16. Given that the circle

$$x^{2} + y^{2} + 2gx + 2fy + c = 0$$

touches the $y$-axis, prove that $f^{2} = c$.

A circle, with its centre in the first quadrant, touches the $y$-axis and also touches externally the circle

$$x^{2} + y^{2} - 4x = 5;$$

prove that the coordinates of its centre satisfy the equation

$$y^{2} = 10x + 5.$$

If the circle also touches the $x$-axis, prove that the abscissa of the point of contact is $5 + \sqrt{30}$.

I have already completed the first part of this proof (with the help of this very website).
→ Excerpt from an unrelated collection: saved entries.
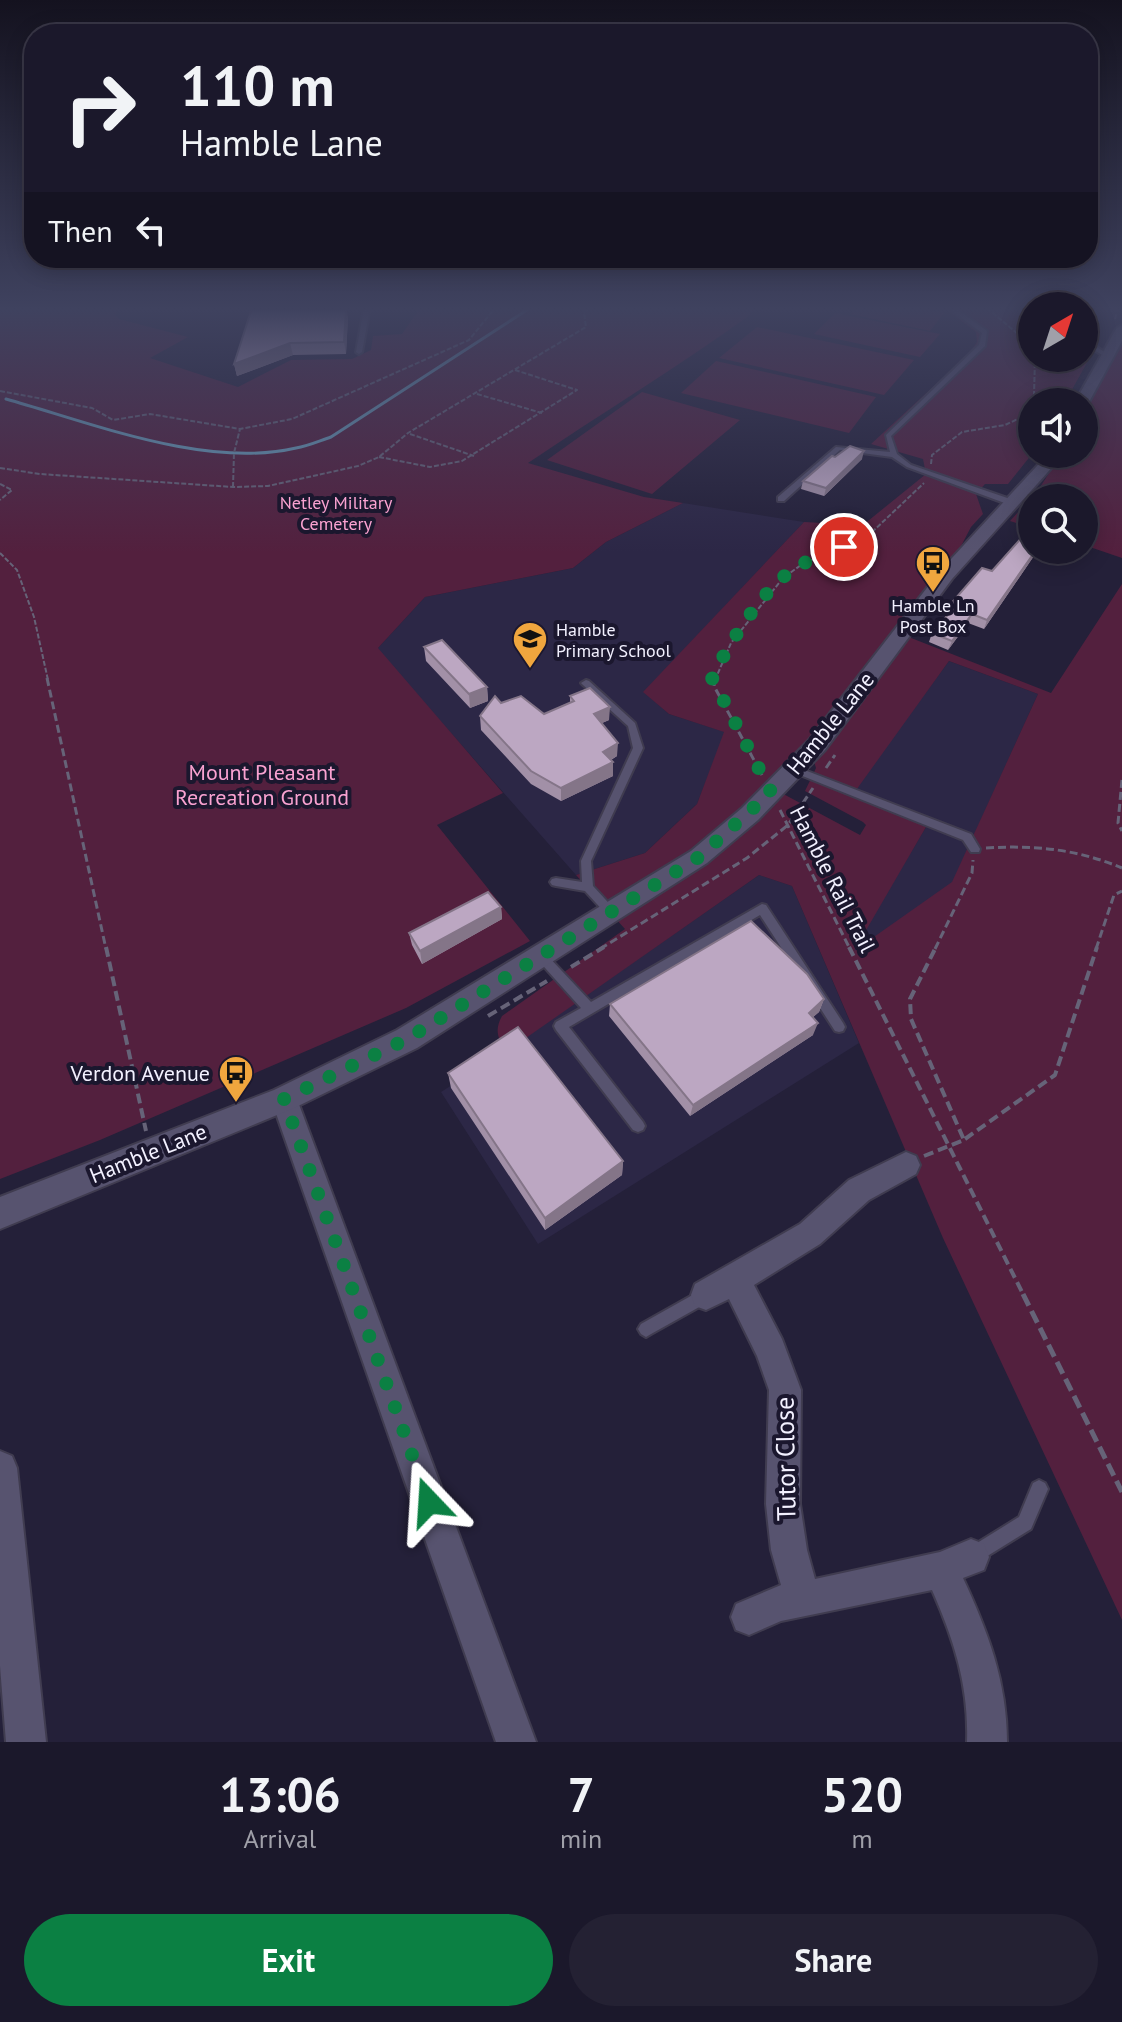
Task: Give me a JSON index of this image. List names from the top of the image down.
{
  "streets": {
    "main road": ["Hamble Lane"],
    "street": ["Tutor Close"],
    "path": ["Hamble Rail Trail"]
  },
  "crossings": [
    ["Hamble Lane", "Hamble Rail Trail"]
  ],
  "parks": ["Netley Military Cemetery", "Mount Pleasant Recreation Ground"],
  "places": {
    "bus stop": ["Hamble Ln Post Box", "Verdon Avenue"],
    "school or university": ["Hamble Primary School"]
  },
  "north": "top right",
  "page": {
    "turn": ["110 m", "Hamble Lane"],
    "then": "Then",
    "eta": [
      "13:06",
      "Arrival",
      "7",
      "min",
      "520",
      "m"
    ],
    "buttons": ["Exit", "Share"]
  }
}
I thought that once I had done that, I would be able to complete the rest of the question on my own, but it was not to be.

The first thing I can do is write down what I know.

I know, from what I've proved, that the equation of this circle can be expressed in the form:

$x^{2} + y^{2} + 2gx + 2fy + f^{2} = 0$

I know that, since the circle touches the $y$-axis and has its centre in the first quadrant, the $x$-coordinate of the centre is $r$ (if $r$ is the radius of the circle).

I know that the radius of the circle $x^{2} + y^{2} - 4x = 5$ is 3 and that its centre is $(2, 0)$.

The first thing I tried to do with this information was to say: let the centre of the circle be $(r, d)$.

Then:

$(x - r)^{2} + (y - d)^{2} = r^{2} \Leftrightarrow x^{2} + y^{2} - 2rx - 2dy + d^{2} = 0$

Next I said, well, I know that there is a point $(a, b)$ that lies on both of my circles (their point of contact) and so:

$a^{2} + b^{2} - 2ra - 2db + d^{2} = 0$

And

$a^{2} + b^{2} - 4a - 5 = 0$

But all I've managed to do after all of this is give myself two simultaneous equations with four unknowns and I just can't for the life of me come up with any more useful information.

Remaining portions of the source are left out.